Am Samstag startet in Köln die Anuga. Bis zum 14. Oktober ist die weltweit größte Fachmesse für Lebensmittel für Besucher geöffnet. Die neuesten Trends im Überblick.

"Wer isst das denn?" fragte 2013 der Express und berichtete von Pizza am Stiel, Honig mit Knoblauchflöckchen und anderen "skurrilen" Lebensmitteln auf der Anuga. In diesem Jahr kommen erneut über 7000 Anbieter aus 108 Ländern auf die Kölner Ernährungsmesse. Die Lebensmittelbranche gilt als hart umkämpft. Im ersten Halbjahr 2015 sank der Branchenumsatz um 4,4 Prozent, der deutsche Markt ist weitgehend gesättigt.

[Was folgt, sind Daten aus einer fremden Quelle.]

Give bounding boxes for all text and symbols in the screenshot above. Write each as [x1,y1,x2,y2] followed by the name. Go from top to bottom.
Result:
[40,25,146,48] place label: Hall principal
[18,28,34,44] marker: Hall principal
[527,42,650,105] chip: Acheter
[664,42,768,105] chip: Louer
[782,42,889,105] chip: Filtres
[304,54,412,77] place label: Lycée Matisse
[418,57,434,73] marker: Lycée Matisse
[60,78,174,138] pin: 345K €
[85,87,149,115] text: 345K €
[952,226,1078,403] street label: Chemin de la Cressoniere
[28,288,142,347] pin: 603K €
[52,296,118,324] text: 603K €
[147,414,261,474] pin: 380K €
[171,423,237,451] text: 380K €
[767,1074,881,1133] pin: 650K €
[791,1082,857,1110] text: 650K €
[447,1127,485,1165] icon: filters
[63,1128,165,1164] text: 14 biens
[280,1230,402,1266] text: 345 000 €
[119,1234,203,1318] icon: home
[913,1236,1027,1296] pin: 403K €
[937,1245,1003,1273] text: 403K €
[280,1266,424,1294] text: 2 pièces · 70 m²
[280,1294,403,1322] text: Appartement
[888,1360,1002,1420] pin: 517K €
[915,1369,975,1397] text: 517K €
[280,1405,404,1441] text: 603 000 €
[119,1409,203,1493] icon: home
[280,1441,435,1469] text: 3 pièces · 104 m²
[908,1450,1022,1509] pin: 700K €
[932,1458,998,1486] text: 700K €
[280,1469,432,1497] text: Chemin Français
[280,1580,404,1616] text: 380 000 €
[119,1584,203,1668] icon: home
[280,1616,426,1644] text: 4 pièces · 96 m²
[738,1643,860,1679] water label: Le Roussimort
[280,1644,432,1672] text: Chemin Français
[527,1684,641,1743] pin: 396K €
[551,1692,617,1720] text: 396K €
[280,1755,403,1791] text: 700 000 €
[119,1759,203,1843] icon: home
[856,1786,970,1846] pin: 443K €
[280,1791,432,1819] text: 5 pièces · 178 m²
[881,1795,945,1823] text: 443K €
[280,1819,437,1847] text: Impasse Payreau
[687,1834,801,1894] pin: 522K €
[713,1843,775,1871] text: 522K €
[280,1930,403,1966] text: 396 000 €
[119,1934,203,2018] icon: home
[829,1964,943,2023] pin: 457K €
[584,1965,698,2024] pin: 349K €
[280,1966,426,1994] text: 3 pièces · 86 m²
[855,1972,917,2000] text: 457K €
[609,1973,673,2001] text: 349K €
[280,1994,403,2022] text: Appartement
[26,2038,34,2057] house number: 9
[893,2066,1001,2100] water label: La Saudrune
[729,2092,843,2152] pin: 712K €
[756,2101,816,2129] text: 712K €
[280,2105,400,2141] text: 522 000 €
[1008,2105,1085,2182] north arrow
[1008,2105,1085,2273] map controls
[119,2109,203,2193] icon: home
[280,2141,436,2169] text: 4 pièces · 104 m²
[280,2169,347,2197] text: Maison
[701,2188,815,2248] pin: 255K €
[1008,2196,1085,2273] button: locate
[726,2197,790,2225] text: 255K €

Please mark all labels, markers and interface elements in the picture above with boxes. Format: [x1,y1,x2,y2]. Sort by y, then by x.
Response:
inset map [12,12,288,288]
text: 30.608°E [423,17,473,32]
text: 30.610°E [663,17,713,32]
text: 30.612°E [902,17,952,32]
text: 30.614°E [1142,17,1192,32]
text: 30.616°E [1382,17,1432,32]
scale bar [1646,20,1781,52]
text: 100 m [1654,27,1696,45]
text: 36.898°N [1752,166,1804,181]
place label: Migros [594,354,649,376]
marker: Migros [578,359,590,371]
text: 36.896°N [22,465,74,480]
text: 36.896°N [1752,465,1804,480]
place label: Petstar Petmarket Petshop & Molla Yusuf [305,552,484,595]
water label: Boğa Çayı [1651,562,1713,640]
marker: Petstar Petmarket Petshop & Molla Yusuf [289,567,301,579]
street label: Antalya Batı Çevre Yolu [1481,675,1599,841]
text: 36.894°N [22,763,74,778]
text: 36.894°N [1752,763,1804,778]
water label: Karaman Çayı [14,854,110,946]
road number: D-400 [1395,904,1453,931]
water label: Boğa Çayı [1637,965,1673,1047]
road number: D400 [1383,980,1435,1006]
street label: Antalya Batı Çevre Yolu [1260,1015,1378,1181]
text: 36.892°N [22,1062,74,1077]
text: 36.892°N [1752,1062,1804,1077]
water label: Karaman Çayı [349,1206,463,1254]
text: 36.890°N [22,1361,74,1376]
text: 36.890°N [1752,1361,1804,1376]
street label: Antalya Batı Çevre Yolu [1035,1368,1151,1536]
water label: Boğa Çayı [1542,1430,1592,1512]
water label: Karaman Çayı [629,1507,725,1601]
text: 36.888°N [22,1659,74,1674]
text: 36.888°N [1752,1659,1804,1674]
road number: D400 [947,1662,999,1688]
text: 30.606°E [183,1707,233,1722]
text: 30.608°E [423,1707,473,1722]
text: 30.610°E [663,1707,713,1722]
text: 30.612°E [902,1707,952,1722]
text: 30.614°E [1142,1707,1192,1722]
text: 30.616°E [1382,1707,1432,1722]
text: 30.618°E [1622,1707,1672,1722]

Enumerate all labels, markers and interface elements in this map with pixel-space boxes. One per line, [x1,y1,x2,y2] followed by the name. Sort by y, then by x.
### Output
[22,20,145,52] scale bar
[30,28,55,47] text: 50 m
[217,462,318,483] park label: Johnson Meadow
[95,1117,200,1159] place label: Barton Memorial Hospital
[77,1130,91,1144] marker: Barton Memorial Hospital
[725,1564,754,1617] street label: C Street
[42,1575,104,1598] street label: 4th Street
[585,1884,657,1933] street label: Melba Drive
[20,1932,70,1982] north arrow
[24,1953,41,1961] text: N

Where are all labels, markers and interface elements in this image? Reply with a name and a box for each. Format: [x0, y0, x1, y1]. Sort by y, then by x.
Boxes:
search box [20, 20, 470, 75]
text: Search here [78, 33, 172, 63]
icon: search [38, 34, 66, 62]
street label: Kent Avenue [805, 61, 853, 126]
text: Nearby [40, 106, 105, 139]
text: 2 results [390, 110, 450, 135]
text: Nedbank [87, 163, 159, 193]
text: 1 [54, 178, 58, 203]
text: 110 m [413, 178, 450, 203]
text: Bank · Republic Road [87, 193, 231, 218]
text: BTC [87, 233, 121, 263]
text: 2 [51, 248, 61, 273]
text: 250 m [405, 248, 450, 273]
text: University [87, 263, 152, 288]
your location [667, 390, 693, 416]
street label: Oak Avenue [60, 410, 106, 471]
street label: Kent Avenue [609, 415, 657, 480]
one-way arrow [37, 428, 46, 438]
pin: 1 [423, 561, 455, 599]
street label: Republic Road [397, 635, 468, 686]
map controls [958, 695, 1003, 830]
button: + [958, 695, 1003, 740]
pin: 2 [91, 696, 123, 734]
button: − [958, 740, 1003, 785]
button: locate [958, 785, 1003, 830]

Mit diesen Trends will man auf der Anuga gegensteuern:

Vegane Lebensmittel

Immer mehr Menschen ernähren sich vegan, essen also kein Fleisch oder Tierprodukte wie Eier, Honig und Milch. Die Neuheitendatenbank der Anuga listet 136 vegane Produkte, die auf der Messe vorgestellt werden. Darunter Lebensmittel wie "Veggie nuggets vegan" – ein Mini-Burger mit Spinat, Möhren, Mais und Soja. Oder ein Haselnusseis, das auf Basis von Mandelmilch hergestellt wird. Selbst die deutsche Rostbratwurst und Ravioli mit Tomatensoße gibt es in der veganen Variante. Vegane Lebensmittel boomen, laut einer Umfrage von 2014 ernähren sich ein Prozent der Deutschen vegan.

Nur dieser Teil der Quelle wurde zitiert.